Normally in a static programming language working with variables has two steps:
* instantiation
* initialization

To instantiate a variable means that the programing language reserves a space in the memory according with the type of the variable. To initialize a variable instead means to use that space and to write in it the value that you want that give to the variable.
In Python the language manages itself to find out the type of the variable that you want to initialize and the two processes happen at the same time.
In order to work with variables and types in an efficient way you need to understand how python manages them.

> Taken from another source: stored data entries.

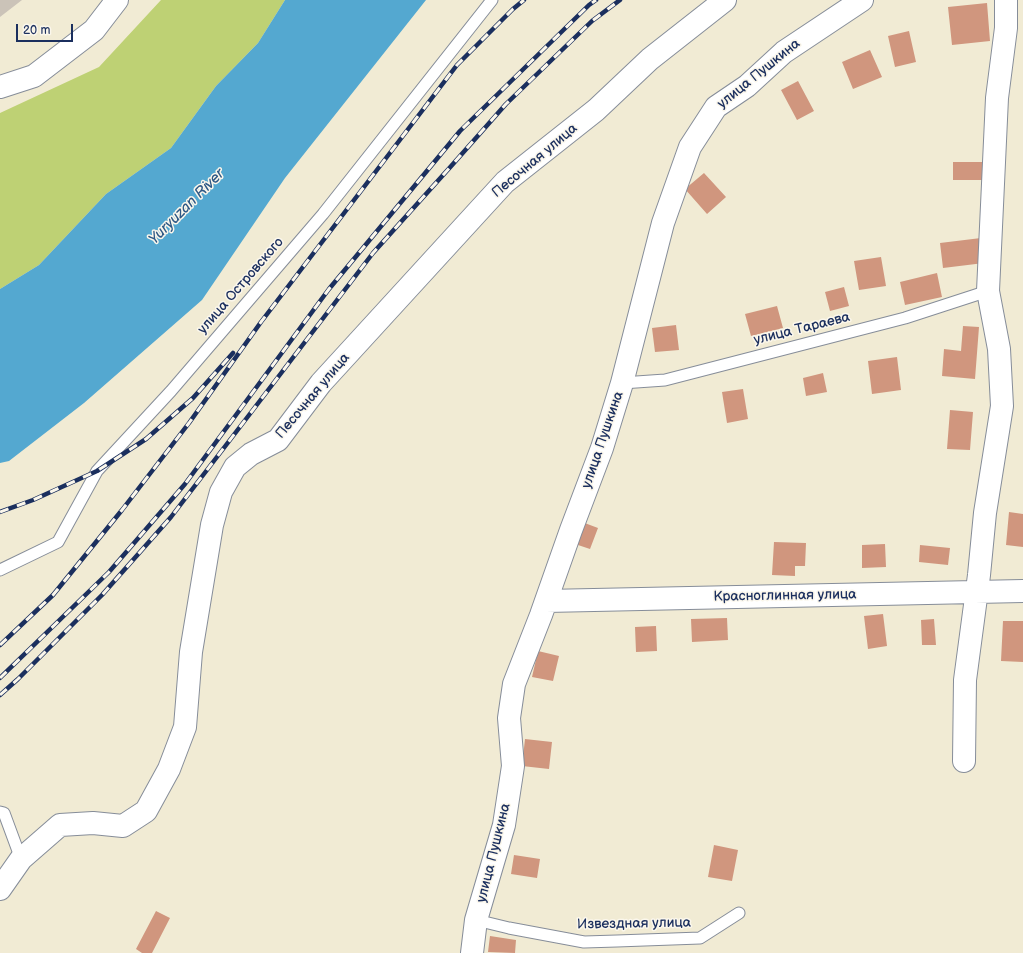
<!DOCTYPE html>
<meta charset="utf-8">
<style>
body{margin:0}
#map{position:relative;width:1023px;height:953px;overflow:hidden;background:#f1ebd4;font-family:"Balsamiq Sans",sans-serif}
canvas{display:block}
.scale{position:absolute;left:16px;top:24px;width:57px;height:18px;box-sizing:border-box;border:2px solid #1b2f5e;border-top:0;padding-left:5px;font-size:12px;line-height:14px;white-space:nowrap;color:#1b2f5e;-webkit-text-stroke:3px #fbf7ec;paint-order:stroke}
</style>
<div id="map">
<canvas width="1023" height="953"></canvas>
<div class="scale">20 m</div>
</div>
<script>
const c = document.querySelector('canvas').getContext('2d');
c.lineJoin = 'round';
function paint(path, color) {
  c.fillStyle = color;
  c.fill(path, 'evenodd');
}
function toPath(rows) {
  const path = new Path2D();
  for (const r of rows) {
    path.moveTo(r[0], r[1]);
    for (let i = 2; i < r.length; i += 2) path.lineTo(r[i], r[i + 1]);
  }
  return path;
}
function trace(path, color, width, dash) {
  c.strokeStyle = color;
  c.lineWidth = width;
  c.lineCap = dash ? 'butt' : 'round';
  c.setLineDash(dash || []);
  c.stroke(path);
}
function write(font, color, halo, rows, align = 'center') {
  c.font = font + ' "Balsamiq Sans",sans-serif';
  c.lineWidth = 3;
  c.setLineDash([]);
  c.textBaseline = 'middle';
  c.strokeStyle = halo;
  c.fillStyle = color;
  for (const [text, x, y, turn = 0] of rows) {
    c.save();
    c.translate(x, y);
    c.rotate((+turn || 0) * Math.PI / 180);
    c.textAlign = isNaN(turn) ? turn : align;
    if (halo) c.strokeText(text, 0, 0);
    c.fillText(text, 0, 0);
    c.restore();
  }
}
paint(toPath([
 [0,0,22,0,0,17]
]), '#cbc3b8');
paint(toPath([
 [161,0,285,0,258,43,216,86,171,148,106,194,39,265,0,289,0,113,99,67]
]), '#bed174');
paint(toPath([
 [285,0,426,0,285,178,202,300,84,403,9,461,0,463,0,289,39,265,106,194,171,148,216,86,258,43]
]), '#54a8d0');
paint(toPath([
 [987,3,990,41,952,45,948,7],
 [909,31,916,62,895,67,888,36],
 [870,50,882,77,853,89,842,62],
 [798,81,814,111,797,120,781,90],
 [953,162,983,162,983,180,953,180],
 [704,173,726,197,707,214,685,189],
 [981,238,984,263,943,268,940,243],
 [881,257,886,286,859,290,854,261],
 [937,273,942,297,905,305,900,282],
 [844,287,849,306,830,311,825,292],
 [777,306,783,328,751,336,745,314],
 [676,325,679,350,655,352,652,328],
 [963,326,979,327,975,379,942,376,944,349,961,351],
 [897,357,901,390,872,394,868,361],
 [823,373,827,392,806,396,803,378],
 [743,389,748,419,727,423,722,392],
 [950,410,973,412,970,450,947,449],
 [1009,512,1023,514,1023,547,1006,545],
 [582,522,598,528,590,549,575,544],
 [774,542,806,543,805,566,795,566,795,576,772,575],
 [885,544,886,567,862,568,862,545],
 [920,545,950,548,948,565,919,562],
 [883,614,887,646,868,649,864,616],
 [727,618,728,640,692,642,691,619],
 [934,619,936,645,922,645,921,620],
 [1003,621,1023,621,1023,662,1001,661],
 [656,626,657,651,636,652,635,627],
 [538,651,559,656,553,681,532,677],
 [525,739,552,742,549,769,522,766],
 [714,845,738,850,732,881,708,877],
 [514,855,540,859,537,878,511,874],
 [156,911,170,918,152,953,142,953,136,949],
 [490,936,516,940,515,953,488,952]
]), '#d0967e');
const lane = toPath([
 [622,383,665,380,905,318,988,291],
 [0,570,58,542,97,471,171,391,323,214,492,0],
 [0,812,4,813,21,859],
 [476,920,509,928,584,942,617,941,700,938,739,913]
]);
const street = toPath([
 [546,601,1023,591],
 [964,761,965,680,979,575,985,513,1002,406,999,349,988,291,997,98,1006,28,1006,0],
 [0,889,21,859,60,825,93,823,123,826,146,811,169,769,185,727,191,652,212,525,221,492,235,467,251,454,278,440,321,383,505,182,596,110,650,59,725,0],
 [472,953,476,920,504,825,513,766,509,718,514,684,541,615,571,530,602,448,622,383,663,223,690,147,716,107,747,86,784,52,862,0]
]);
const secondary = toPath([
 [0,87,34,76,94,30,117,0]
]);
trace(lane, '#868d99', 13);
trace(street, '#868d99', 24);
trace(secondary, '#868d99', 24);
trace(lane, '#fff', 11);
trace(street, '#fff', 22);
trace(secondary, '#fff', 22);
const rail = toPath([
 [0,512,33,500,97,471,146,439,193,398,233,353],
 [0,645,53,595,122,510,189,423,261,322,457,65,513,9,524,0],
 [0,678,109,572,185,484,329,289,460,131,589,5,596,0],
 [0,695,18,679,102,595,171,517,373,253,453,164,506,104,592,21,620,0]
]);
trace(rail, '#1b2f5e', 4.5);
trace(rail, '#fbf7ec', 3, [9]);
write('14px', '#1b2f5e', '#fbf7ec', [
 ["улица Пушкина",759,74,-39],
 ["Песочная улица",535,161,-40],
 ["улица Островского",241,286,-49],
 ["улица Тараева",802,329,-14],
 ["Песочная улица",313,396,-50],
 ["улица Пушкина",603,440,-71],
 ["Красноглинная улица",785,596,-1],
 ["улица Пушкина",494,853,-76],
 ["Извездная улица",634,924,-1]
]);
write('italic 15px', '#2f5986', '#fbf7ec', [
 ["Yuryuzan River",187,207,-45]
]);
</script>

When we assign a value to a variable, python stores some information in a given portion of the memory. To do so it needs to write the information. The memory looks like a long list of 1s and 0s (bits) and to write an information means to replace some of those 1s and 0s with some other series of 1s and 0s. To retrieve the information later, python needs to know the point in which we wrote our list of 1s and 0s and how long the list was. Basically we need to know an address and a size.

Let's play a little to understand how python does that.

In [None]:
import sys
gso = sys.getsizeof

what we have just done is to assign to the variable gso the same information that was stored in sys.getsizeof. sys.getsizeof is a function ("getsizeof") that is defined within the module sys. We will talk about modules later on in the course. To call gso or sys.getsizeof is now the same thing.

In [None]:
?gso

In [None]:
gso(3)

In [None]:
sys.getsizeof(3)

A byte is a collection of 8 bits and is a unit of digital information. A bit represent a binary number. To learn more ask wikipedia ;)

What an address looks like instead is the following:

In [None]:
def addrof(variable):
    return hex(id(variable))

In [None]:
?id

In [None]:
a = 3
addrof(a)

In [None]:
addrof(3)

In [None]:
b = 3
addrof(b)

In [None]:
b = b+1
addrof(b)

In [None]:
addrof(a)

What happened? What did python do with the addresses?
Python always tries to optimize the memory usage. "a" and "b" are two different variables. Nevertheless their address is the same. Python assign the same address to different variables that have the same value. But it knows that the variables are not the same. Knowing that, it creates a new address for the variable "b" as soon as "b" changes.
We don't have to worry to free the space of the memory used by values that we don't use anymore. Python does that automatically. A technical way of saying this is: a "garbage collector" is implemented in python.

In [None]:
var = 5
addrof(var)

In [None]:
var += 10
addrof(var)

The memory used in the old address is now available for other uses since python knows that var is not reserving it anymore.

## Something on the lists now!

In [None]:
a = [1,2,3,4]

In [None]:
gso(a)

In [None]:
addrof(a)

In [None]:
a.append(5)
a

In [None]:
gso(a)

In [None]:
addrof(a)

The address of the list hasn't changed even if we modified the values inside the list itself. This is really important! We can modify, but its address will stay the same.
This happens because a list is a more complex object. In fact it is a collection of addresses, each of them point to a different element of the list.

In [None]:
addrof(a[0])

In [None]:
a[0] = 2

In [None]:
addrof(a[0])

In [None]:
addrof(a)

The address of a hasn't changed, but the address of the first element of the list changed.